The advent of social media has changed the way customers and organisations interact. Customers have transformed from passive recipients of marketing content, to active participants in the brand message. While the traditional marketing communications paradigm is characterised by a high degree of managerial control and one-way brand messages, customer interactions with the brand and with each other through social media results in brand-related dialogues regarding which managers have little direct control in terms of the content, timing and frequency (Mangold and Faulds, 2009).

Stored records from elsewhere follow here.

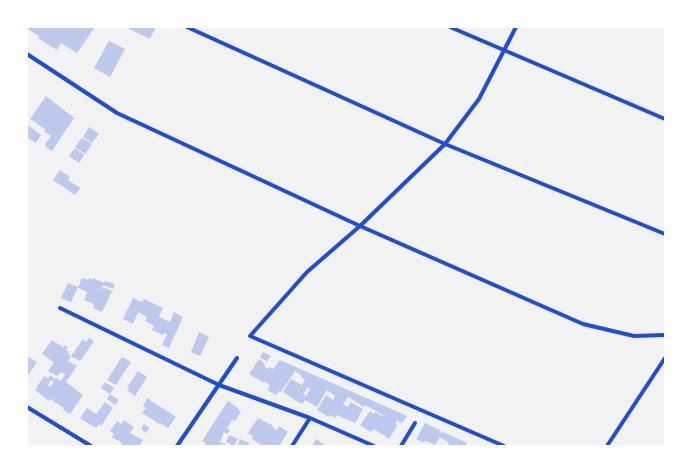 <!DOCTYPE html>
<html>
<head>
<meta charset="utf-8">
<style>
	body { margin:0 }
	#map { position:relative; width:692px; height:473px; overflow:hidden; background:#f2f2f2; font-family:"Titillium Web",sans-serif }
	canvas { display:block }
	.frame { position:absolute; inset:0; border:28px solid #fff; pointer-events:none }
</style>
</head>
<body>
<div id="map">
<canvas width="692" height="473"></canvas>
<div class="frame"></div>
</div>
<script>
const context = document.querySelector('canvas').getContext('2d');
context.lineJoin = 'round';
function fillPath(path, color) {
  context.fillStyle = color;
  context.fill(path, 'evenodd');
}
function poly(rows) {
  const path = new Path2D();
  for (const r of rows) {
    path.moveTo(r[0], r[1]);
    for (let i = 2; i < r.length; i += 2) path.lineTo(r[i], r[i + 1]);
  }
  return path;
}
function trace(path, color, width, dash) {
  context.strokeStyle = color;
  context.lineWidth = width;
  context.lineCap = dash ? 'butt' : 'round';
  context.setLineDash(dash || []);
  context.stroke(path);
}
fillPath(poly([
	[29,27,95,27,77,53,61,43,57,50,38,38,39,36,28,29],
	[130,27,156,27,150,39,129,29],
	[109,41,125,49,110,77,94,68],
	[46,96,74,118,52,151,46,147,45,144,51,136,44,131,45,129,30,119],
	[29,126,41,135,36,143,27,137,27,129],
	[89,127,99,134,92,143,83,137],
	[82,138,92,144,85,154,75,147],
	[75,148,84,155,79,163,69,156],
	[60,170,70,177,68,180,80,188,75,195,53,180],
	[82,278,88,280,89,278,93,280,93,278,104,283,105,281,115,284,113,289,103,285,100,291,103,287,112,291,102,312,93,308,94,304,84,300,87,292,78,288],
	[68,283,78,287,71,302,61,298],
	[133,298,142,302,144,299,163,308,159,317,170,322,174,312,183,317,169,348,162,345,167,334,164,333,163,335,152,330,154,326,145,321,147,317,138,312,133,324,123,319],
	[199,332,209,337,200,356,191,352],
	[89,338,94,341,80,361,71,356,83,339,86,342],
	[52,340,64,348,65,345,68,347,66,350,69,352,68,354,71,356,68,361,77,366,66,382,83,395,70,414,63,410,64,408,53,401,50,399,49,401,35,390,44,376,48,378,50,375,55,379,56,378,61,381,65,374,61,372,57,376,48,371,54,362,42,354],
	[51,380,54,382,50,387,48,385],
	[263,352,271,356,267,361,260,358],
	[27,356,37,362,27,377],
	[122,357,131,362,116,385,107,380],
	[259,359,265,364,264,366,268,369,270,367,273,369,280,360,407,416,402,423,395,419,397,421,395,424,397,425,396,428,389,439,374,429,371,432,360,425,370,411,374,414,375,412,382,416,383,415,365,405,364,407,348,397,343,404,348,407,351,402,363,409,355,423,337,415,335,418,330,415,329,417,317,410,326,395,333,400,335,396,327,390,317,407,305,400,302,404,298,402,283,392,291,379,302,385,305,380,301,377,302,376,295,371,281,392,279,391,276,395,267,390,270,385,265,382,264,383,249,374],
	[308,387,310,389,306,396,303,394],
	[138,371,147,377,135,396,127,390,129,388,127,387],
	[105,382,114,388,110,394,101,388],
	[110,394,119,400,115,405,107,399],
	[147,398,176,417,168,428,160,423,159,424,142,413,146,408,143,406],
	[228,401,239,409,238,410,241,412,235,421,232,420,227,428,230,430,227,434,224,432,220,442,230,446,204,446,206,443,202,441],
	[105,402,113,408,101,426,99,424,97,427,94,427,80,418,87,408,96,414],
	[258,418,274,426,272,427,277,430,279,426,288,432,279,446,261,446,261,445,252,439,253,436,248,433],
	[124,420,134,427,130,433,143,440,139,446,121,446,122,443,112,437,114,434,110,431,117,421,121,424],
	[425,423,440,430,439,432,442,433,443,432,467,443,466,446,448,446,449,443,440,437,435,445,427,441,426,442,424,441,423,443,416,439],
	[144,424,149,428,146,433,141,429],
	[229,435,238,439,234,446,226,442],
	[240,439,249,443,248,446,237,446],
	[316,439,325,445,324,446,312,446]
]), '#bdc9ec');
trace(poly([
	[187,27,445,144,665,234],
	[450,27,665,119],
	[27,54,117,113,360,226,583,324,634,336,665,335],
	[60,308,219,385,310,418,374,446],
	[27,407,91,446],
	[177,446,237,358],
	[292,446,310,418],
	[401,446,415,423],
	[504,446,250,336,307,272,360,226,445,144,479,99,516,27],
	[607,446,665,358]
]), '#1d4ed8', 4);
</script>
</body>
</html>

Social media sites provide an ideal platform for brand-related advocacy (Chu and Kim, 2011; Riegner, 2007), customer-led content generation (Vivek, Beatty, and Morgan, 2012), and customer-to-customer interaction (Heller Baird and Parasnis, 2011). Organisations are increasingly recognising and utilising this opportunity, with more than 15 million brands registered with the social media site Facebook (Koetsier, 2013) As businesses seek to communicate with customers through the social medium more effectively, it offers a significant research area for scholars to better anticipate and understand consumer engagement in online social groups and subsequent brand-related behaviours (Pagani, Hofacker, and Goldsmith, 2011; Pelling and White, 2009). This chapter seeks to provide a deeper understanding of the engagement behaviours customers exhibit on social media, through the identification and explanation of different types of engagement behaviour in this forum.